American Factory Co-Director Julia Reichert on Socialism

A day before she quoted Marx at the Oscars, Jacobin briefly chatted with American Factory co-director Julia Reichert about her democratic socialism and long history on the Left.

Mark Ruffalo (second from left) with Jeff Reichert, Julia Reichert, and Steven Bognar, winners of the Documentary Feature award for American Factory, at the 92 Annual Academy Awards on February 9, 2020 in Hollywood, California. (Rachel Luna / Getty Images)


At Saturday’s Film Independent Spirit Awards ceremony Julia Reichert mentioned “income inequality” during her best documentary acceptance speech for American Factory. The first film released by Barack and Michelle Obama’s Higher Ground Productions, American Factory is about a Chinese capitalist who reopens a closed plant in Ohio, employing thousands of American workers.

During the press conference in the Spirit Awards’ media tent at Santa Monica beach I asked Reichert, who’d previously been Oscar-nominated for the 1976 and 1983 documentaries Union Maids and Seeing Red: “Do you think socialism is the answer to income inequality?” Reichert asked how many people had viewed Seeing Red, which was about Communist Party USA members, and laughed as I appeared to be the only member of the media there to have seen it.
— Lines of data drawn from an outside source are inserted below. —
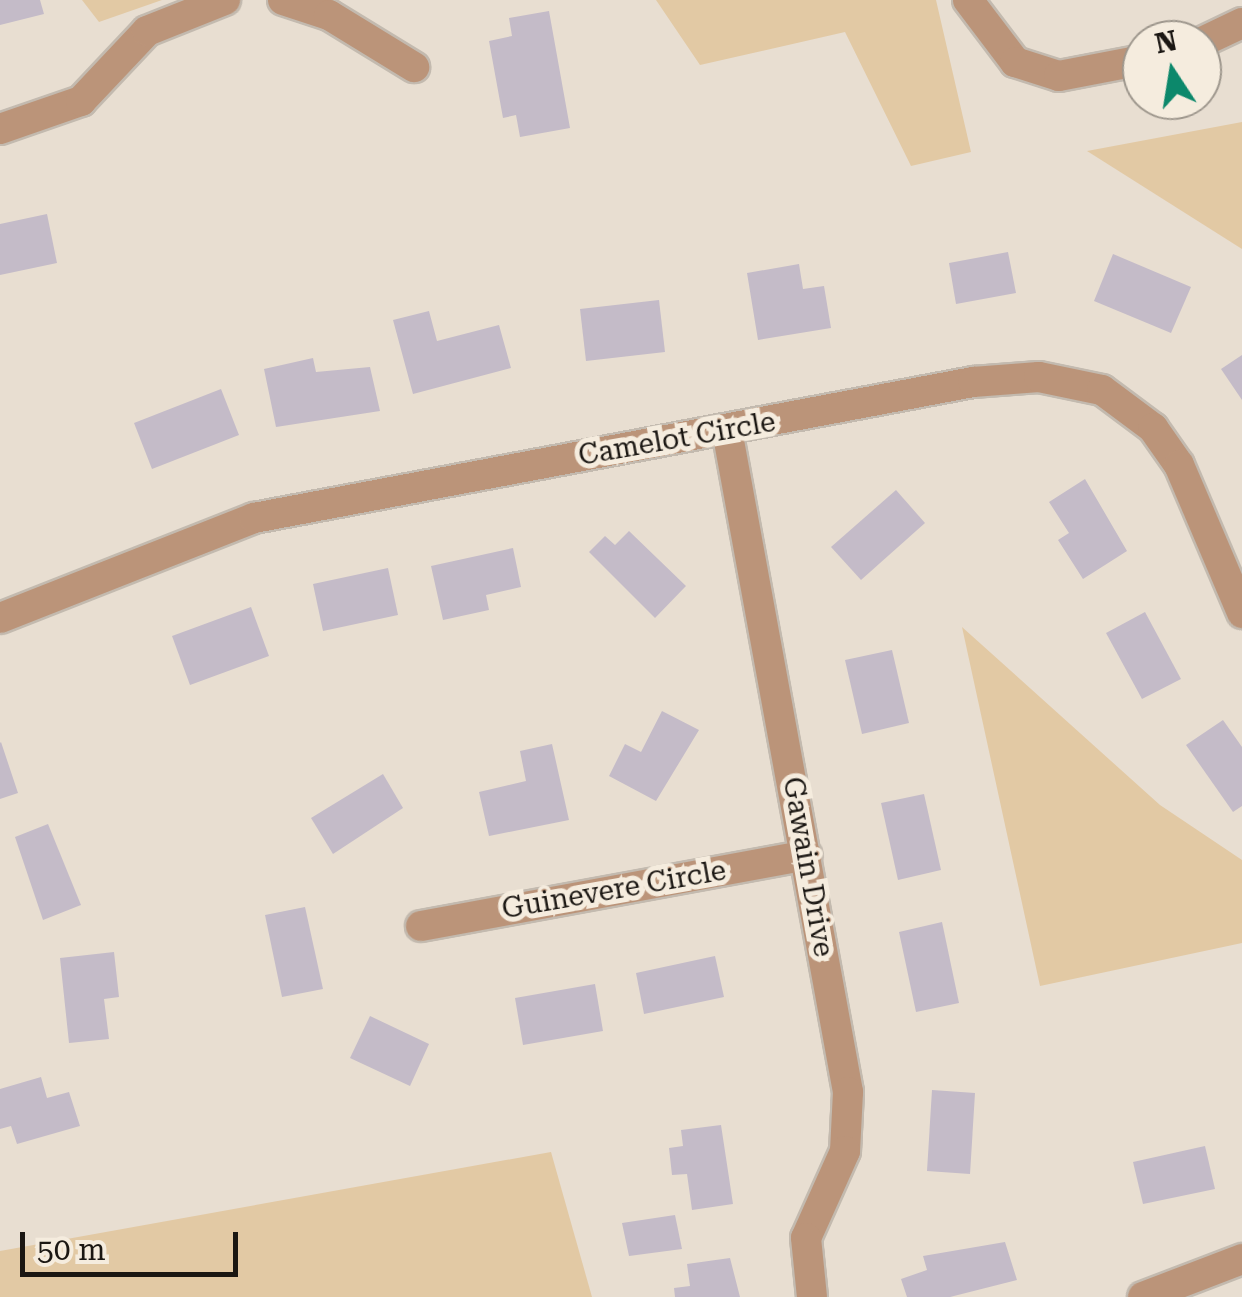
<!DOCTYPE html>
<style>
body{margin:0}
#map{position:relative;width:1242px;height:1297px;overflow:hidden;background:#e8ded1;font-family:"Roboto Serif",serif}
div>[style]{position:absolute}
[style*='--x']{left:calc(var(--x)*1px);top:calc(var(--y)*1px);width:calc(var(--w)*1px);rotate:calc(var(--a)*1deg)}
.green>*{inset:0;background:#e2c9a4}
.building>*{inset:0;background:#c4bbc8}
.roads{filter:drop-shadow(2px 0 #c3baaf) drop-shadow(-2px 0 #c3baaf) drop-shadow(0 2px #c3baaf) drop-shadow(0 -2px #c3baaf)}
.minor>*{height:30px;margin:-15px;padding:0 15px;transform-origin:15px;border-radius:15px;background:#bb9479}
span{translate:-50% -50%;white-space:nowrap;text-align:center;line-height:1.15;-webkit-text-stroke:10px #f5ecde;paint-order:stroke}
.street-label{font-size:28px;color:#1b1713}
.north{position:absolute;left:1122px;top:20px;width:100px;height:100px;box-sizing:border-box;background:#f5ecde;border:2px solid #9e978d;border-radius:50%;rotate:348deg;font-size:28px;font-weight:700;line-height:40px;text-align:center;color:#1b1713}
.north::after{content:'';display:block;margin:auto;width:35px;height:45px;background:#0c886b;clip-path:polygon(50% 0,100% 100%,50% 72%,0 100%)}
.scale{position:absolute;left:20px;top:1232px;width:218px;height:45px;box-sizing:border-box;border:5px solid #1b1713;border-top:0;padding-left:12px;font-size:30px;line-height:35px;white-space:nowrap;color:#1b1713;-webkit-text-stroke:8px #f5ecde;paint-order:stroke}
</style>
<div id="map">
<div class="green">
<i style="clip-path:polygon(82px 0,162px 0,99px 22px)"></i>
<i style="clip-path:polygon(656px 0,936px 0,971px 152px,911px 166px,845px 32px,700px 65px)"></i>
<i style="clip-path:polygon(1242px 122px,1242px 249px,1087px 151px)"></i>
<i style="clip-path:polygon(962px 627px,1160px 805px,1242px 860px,1242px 943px,1040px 986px)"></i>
<i style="clip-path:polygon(551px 1152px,592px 1297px,0 1297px,0 1251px)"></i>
</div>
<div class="building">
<i style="clip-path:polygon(0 0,40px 0,44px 14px,0 25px)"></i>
<i style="clip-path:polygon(549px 11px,570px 128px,520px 137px,516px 115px,503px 118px,489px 41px,512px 36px,509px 18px)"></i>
<i style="clip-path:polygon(47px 214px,57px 263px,0 275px,0 224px)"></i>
<i style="clip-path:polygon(1008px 252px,1016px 293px,956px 304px,949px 263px)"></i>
<i style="clip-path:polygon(1113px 254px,1191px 287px,1171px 333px,1094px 301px)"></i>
<i style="clip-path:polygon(799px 264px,803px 289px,824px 286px,831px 328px,758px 340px,747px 273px)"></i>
<i style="clip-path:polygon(659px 300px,665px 352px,586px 361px,580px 309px)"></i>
<i style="clip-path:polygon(429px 311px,437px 341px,499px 325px,511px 368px,413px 394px,393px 320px)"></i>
<i style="clip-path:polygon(1242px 355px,1242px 400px,1221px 369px)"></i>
<i style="clip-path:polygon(313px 358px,316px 372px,370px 367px,380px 411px,276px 427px,264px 369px)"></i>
<i style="clip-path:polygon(221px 389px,239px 435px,152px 469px,134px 423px)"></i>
<i style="clip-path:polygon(1085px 479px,1127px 551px,1083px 579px,1058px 540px,1069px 533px,1049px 502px)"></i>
<i style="clip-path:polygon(896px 490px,925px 523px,861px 580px,831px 547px)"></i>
<i style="clip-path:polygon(629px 531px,686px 586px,655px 618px,589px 552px,605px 536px,615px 545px)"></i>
<i style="clip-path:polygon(513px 548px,521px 587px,486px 595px,489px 610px,443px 620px,431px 566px)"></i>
<i style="clip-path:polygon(388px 568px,398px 615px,323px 631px,313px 584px)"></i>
<i style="clip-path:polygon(251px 607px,269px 656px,190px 685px,172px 636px)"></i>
<i style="clip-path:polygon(1145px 612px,1181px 679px,1142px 699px,1106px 633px)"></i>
<i style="clip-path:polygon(892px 650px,909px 723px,862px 734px,845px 660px)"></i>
<i style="clip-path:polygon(662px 711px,699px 730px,656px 801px,609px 776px,625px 744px,641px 752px)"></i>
<i style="clip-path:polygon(1223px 720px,1242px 747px,1242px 806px,1233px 812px,1186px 745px)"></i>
<i style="clip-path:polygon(1px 742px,18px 793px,0 799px,0 743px)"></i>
<i style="clip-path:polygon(552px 744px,569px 820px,489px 836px,479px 792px,526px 781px,520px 751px)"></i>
<i style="clip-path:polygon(383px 774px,403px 808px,333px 854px,311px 818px)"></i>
<i style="clip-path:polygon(924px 794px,941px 870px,898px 880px,881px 803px)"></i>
<i style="clip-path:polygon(48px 824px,81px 905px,43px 920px,15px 837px)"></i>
<i style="clip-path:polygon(305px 907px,323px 989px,282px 997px,265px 915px)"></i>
<i style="clip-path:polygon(942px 922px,959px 1003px,916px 1012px,899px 932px)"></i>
<i style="clip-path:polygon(114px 952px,119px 997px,104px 999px,109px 1039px,69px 1043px,60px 958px)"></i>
<i style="clip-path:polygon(715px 956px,724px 997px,644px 1014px,636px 973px)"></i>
<i style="clip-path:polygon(595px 984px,603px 1031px,523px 1045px,515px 998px)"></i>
<i style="clip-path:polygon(370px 1016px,429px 1044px,410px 1086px,350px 1058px)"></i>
<i style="clip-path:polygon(41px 1077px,47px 1098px,69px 1092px,80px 1126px,17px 1144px,11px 1126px,0 1129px,0 1089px)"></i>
<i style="clip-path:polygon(932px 1090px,975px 1093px,970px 1174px,927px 1171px)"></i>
<i style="clip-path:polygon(721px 1125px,733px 1204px,692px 1210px,687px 1174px,672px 1175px,669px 1148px,683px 1146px,681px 1130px)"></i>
<i style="clip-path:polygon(1205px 1146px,1215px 1189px,1143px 1204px,1133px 1162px)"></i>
<i style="clip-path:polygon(675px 1215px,682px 1249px,629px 1256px,622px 1223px)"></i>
<i style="clip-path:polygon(1005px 1242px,1017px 1280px,950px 1297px,907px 1297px,901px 1279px,927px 1270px,923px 1256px)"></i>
<i style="clip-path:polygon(730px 1258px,740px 1297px,675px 1297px,674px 1288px,690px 1286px,687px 1264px)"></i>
</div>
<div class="roads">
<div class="minor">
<i style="--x:283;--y:0;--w:48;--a:18.1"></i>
<i style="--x:329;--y:15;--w:100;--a:31.5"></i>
<i style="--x:968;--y:0;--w:78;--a:52.8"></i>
<i style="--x:1015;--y:62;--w:46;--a:17.7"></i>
<i style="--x:1059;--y:76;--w:85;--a:-10.9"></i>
<i style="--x:1202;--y:42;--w:44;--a:-25.4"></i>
<i style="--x:0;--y:129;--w:86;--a:-19.1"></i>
<i style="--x:81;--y:101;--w:96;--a:-46.7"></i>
<i style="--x:147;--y:31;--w:84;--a:-21.7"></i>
<i style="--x:727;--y:430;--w:673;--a:79.64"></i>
<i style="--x:848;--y:1092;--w:59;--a:92.9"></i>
<i style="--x:845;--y:1151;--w:95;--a:114.1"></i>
<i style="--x:806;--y:1238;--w:59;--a:84.2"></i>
<i style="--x:0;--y:618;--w:273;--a:-21.5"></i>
<i style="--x:254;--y:518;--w:732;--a:-10.71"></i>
<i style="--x:973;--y:382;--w:66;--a:-4.3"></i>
<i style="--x:1039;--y:377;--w:64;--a:11.7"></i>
<i style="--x:1102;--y:390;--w:64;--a:36.7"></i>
<i style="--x:1153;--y:428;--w:45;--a:54.9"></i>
<i style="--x:1179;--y:465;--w:161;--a:66.9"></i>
<i style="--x:421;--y:926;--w:392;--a:-10.4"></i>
<i style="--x:1143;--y:1297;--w:106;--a:-21"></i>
</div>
</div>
<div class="street-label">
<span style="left:677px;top:439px;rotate:-10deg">Camelot Circle</span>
<span style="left:808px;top:867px;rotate:80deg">Gawain Drive</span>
<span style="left:614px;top:890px;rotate:-10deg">Guinevere Circle</span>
</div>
<div class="north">N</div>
<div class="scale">50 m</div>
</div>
Reichert, who was standing next to her American Factory co-director Steven Bognar, went on to tell me that: “I go back a long way. I was before Bernie Sanders. I go back to the sixties — I’m old. Do I think socialism is the answer for our country? We should all . . . share the wealth. We should tax rich people more than they are. Health care should be for all. It’s more like what I would call ‘democratic socialism feminism.’ And that’s what I’ve always been about. And nobody ever asks me that anymore,” she mused.